> Your instructions
Search the data below for the word "absolute" and copy each line that holds it.

--

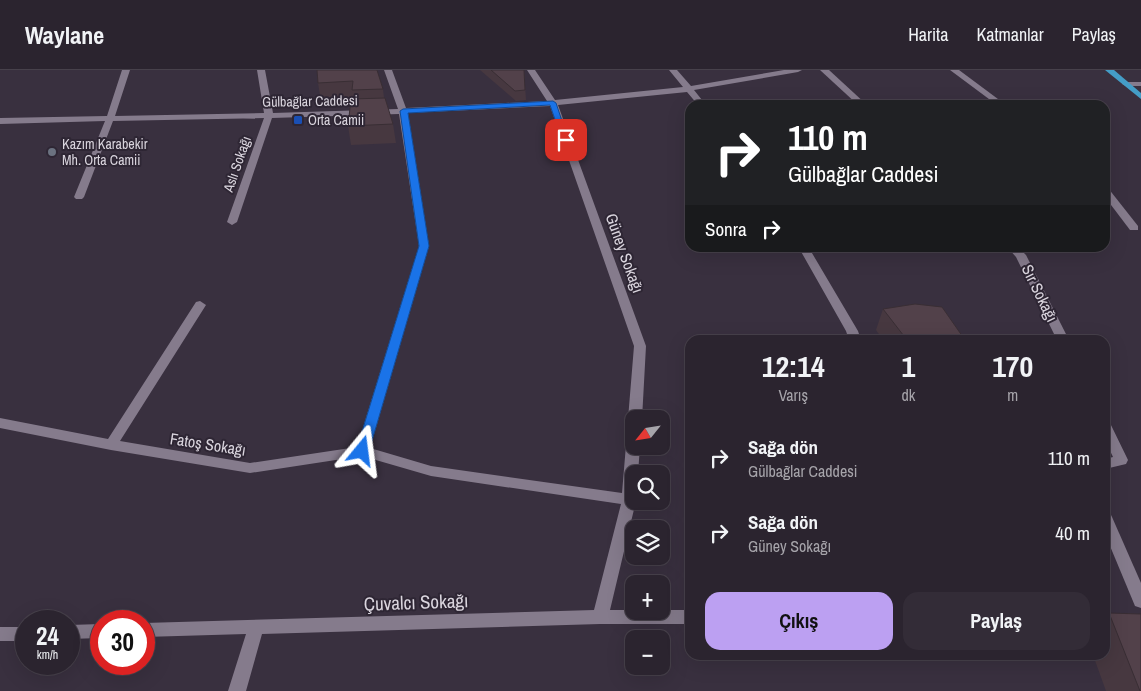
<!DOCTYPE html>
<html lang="tr">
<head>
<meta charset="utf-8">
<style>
	:root { --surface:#2b242f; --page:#332c37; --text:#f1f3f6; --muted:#a6a4aa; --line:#47414b; --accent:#bca0f2 }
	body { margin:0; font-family:"Archivo Narrow",sans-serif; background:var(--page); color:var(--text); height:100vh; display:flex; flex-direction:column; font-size:19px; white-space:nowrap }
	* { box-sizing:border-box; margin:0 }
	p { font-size:16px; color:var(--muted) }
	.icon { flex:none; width:28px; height:28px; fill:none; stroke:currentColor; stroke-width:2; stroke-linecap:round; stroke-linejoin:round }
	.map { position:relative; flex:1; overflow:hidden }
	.sheet { position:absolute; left:685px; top:265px; width:425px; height:325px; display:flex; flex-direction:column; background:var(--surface); border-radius:15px; box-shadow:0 5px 20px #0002,0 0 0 1px var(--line) }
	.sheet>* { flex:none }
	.hud { position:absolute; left:685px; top:30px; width:425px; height:152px; border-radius:15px; box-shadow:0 5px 20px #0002,0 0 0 1px var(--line); background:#202124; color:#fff; overflow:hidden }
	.needle { width:32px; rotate:240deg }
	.buttons { position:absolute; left:625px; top:340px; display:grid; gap:10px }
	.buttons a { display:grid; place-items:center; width:45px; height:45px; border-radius:10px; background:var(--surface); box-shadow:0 5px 20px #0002,0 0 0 1px var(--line); font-size:25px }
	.speed { position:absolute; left:15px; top:540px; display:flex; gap:10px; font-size:25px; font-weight:700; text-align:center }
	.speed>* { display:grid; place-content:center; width:65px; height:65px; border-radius:50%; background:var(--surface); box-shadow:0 5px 20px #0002,0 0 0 1px var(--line); line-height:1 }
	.speed small { font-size:12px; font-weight:400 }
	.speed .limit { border:8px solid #d22; background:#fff; color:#111 }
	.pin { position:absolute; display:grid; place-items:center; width:42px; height:42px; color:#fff; margin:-21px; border-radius:10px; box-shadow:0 2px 8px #0006 }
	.me { position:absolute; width:55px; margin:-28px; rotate:16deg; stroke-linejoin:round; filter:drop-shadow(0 0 4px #0008) }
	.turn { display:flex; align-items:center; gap:18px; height:105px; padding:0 20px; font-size:22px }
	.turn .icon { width:65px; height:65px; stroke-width:2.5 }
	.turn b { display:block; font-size:35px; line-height:42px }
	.then { display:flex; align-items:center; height:48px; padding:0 20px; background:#0003; gap:10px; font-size:19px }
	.eta { display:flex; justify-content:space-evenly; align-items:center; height:85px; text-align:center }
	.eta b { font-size:30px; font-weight:800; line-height:35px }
	.button { display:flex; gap:10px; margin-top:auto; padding:10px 20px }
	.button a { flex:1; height:58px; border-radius:15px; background:var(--accent); color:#111; font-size:20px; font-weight:800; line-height:58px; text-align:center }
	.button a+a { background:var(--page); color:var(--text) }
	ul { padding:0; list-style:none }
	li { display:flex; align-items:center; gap:15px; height:75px; padding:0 20px }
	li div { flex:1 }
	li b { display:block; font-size:19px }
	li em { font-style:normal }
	header { display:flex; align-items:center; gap:30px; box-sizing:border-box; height:70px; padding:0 25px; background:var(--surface); border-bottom:1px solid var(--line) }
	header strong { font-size:24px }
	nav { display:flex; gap:28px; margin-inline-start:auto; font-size:18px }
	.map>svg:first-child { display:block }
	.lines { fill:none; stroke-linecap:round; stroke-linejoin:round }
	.minor { fill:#857b8c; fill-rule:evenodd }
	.primary { fill:#449dc7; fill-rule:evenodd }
	.wall { fill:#473840 }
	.building { fill:#52414a; stroke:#392e34 }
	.route { fill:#1a73e8; stroke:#114b97 }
	.transit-dot { fill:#1a4fb4; stroke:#2e2634; stroke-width:2 }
	.worship-dot { fill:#6b7280; stroke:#2e2634; stroke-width:2 }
	.labels { text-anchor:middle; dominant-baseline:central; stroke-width:4; stroke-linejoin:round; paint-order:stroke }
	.far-street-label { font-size:14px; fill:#dad5de; stroke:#2e2634 }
	.far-poi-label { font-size:14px; fill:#dad5de; stroke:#2e2634; text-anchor:start }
	.street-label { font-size:16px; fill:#dad5de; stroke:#2e2634 }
	.near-street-label { font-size:19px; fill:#dad5de; stroke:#2e2634 }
</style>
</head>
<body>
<header>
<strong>Waylane</strong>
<nav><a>Harita</a><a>Katmanlar</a><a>Paylaş</a></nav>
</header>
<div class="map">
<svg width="1141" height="621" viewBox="0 0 1141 621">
	<rect width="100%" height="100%" fill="#39303f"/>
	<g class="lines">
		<g class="minor">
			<path d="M122,0H130L115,46L264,43L257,0H265L273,43L398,39L384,0H392L406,38L547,31L527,0H535L555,30L683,17L669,0H677L691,16L784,0H802L798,2L694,20L706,35H698L687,22L558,35L646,276L642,349H634V353L628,349L634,276L550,36L408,43L429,176L370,378L431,396L622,423L627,363L629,360L634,358V376H640L638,404H634V431H636L610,540H690V554H600L262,564L246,621H228L246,564L144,567V553L594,540L621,434L431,406L362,386L250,403L111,380L0,358V348L108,369L196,232L200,231L206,235L120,371L250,393L357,377L419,176L399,44L272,48L237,152L232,155L227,152L264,48L113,51L84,127L82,129H76L74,127L105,51L0,54V48L107,46Z"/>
			<path d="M820,0H829L867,35H858Z"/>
			<path d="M950,0H959L1006,35H997Z"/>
			<path d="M1123,12H1141V16H1126L1122,14Z"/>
			<path d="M1105,117L1108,118L1138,156V160H1130L1105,127Z"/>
			<path d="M799,178H809L858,261L861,270H849L846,261Z"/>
			<path d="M1008,178H1019L1026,185L1069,270H1057L1016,187Z"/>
			<path d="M1105,351L1110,353L1128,390L1126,394L1105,399V389L1113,387L1105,370Z"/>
			<path d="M1105,441L1110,443L1112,447L1141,513V538L1135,536L1105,464Z"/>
			<path d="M101,554V568L69,569V555Z"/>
			<rect x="0" y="557" width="26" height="14"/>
		</g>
		<path class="primary" d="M1105,0H1114L1141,23V29Z"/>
	</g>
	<g class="wall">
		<path d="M317,0L383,19L384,28L393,54L396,73L351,75L348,56L351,30L321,31L318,13Z"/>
		<path d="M480,0H524L526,30L516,31Z"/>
		<path d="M883,239L965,270H883L876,260Z"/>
		<path d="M1109,543L1141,621H1106L1093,585H1105V548Z"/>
	</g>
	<g class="building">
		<path d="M317,0H377L383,19L352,20L353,11L318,13Z"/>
		<path d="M491,0H524L525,20L515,21Z"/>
		<path d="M385,28L393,54L348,56L351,29Z"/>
		<path d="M915,234L942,237L965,270H907L883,239Z"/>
		<path d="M1109,543L1141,544V621H1140Z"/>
	</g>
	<path class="route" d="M553,31L556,33L569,72L562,70L550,35L408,43L429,176L369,381L362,386L358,384L356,381L419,176L400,41L403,39Z"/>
	<rect class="transit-dot" x="293" y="45" width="10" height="10" rx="2.5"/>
	<circle class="worship-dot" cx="52" cy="82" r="5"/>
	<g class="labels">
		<g class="far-street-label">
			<text transform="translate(310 31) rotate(-1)">Gülbağlar Caddesi</text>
			<text transform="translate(237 94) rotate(-71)">Aslı Sokağı</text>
		</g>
		<g class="far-poi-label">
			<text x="308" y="50">Orta Camii</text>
			<text x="62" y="74">Kazım Karabekir<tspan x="62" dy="16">Mh. Orta Camii</tspan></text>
		</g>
		<g class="street-label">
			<text transform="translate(625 183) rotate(70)">Güney Sokağı</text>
			<text transform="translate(1040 223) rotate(64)">Sır Sokağı</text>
			<text transform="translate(208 374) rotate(9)">Fatoş Sokağı</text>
		</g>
		<g class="near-street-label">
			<text transform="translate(416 532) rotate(-2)">Çuvalcı Sokağı</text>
		</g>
	</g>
</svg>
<div class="buttons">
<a><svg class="needle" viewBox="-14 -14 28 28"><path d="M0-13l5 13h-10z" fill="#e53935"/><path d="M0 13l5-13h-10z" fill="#a6a4aa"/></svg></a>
<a><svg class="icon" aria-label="search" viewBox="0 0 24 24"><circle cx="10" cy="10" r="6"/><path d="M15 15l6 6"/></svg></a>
<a><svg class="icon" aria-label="layers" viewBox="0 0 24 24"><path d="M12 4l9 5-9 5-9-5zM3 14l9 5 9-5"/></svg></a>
<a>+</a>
<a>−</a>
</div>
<div class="speed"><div>24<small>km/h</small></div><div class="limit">30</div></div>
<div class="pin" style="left:566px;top:70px;background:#d93025"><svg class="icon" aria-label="arrive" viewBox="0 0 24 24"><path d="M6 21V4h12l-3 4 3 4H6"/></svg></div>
<svg class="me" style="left:362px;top:381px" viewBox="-20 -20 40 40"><path d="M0-17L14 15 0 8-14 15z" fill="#1a73e8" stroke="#fff" stroke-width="4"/></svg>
<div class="hud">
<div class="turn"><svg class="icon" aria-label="right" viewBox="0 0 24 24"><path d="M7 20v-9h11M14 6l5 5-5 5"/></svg><div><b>110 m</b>Gülbağlar Caddesi</div></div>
<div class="then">Sonra<svg class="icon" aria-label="right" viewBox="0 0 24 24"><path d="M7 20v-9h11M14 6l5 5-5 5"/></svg></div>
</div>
<section class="sheet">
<div class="eta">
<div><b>12:14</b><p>Varış</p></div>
<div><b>1</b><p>dk</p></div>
<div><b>170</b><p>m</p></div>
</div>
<ul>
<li><svg class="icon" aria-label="right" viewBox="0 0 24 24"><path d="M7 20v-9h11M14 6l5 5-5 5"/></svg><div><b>Sağa dön</b><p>Gülbağlar Caddesi</p></div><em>110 m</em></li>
<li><svg class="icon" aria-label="right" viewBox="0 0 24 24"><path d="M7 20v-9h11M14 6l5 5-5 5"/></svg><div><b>Sağa dön</b><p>Güney Sokağı</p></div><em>40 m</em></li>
</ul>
<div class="button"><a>Çıkış</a><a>Paylaş</a></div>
</section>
</div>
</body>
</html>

--

> Answer for the task
	.sheet { position:absolute; left:685px; top:265px; width:425px; height:325px; display:flex; flex-direction:column; background:var(--surface); border-radius:15px; box-shadow:0 5px 20px #0002,0 0 0 1px var(--line) }
	.hud { position:absolute; left:685px; top:30px; width:425px; height:152px; border-radius:15px; box-shadow:0 5px 20px #0002,0 0 0 1px var(--line); background:#202124; color:#fff; overflow:hidden }
	.buttons { position:absolute; left:625px; top:340px; display:grid; gap:10px }
	.speed { position:absolute; left:15px; top:540px; display:flex; gap:10px; font-size:25px; font-weight:700; text-align:center }
	.pin { position:absolute; display:grid; place-items:center; width:42px; height:42px; color:#fff; margin:-21px; border-radius:10px; box-shadow:0 2px 8px #0006 }
	.me { position:absolute; width:55px; margin:-28px; rotate:16deg; stroke-linejoin:round; filter:drop-shadow(0 0 4px #0008) }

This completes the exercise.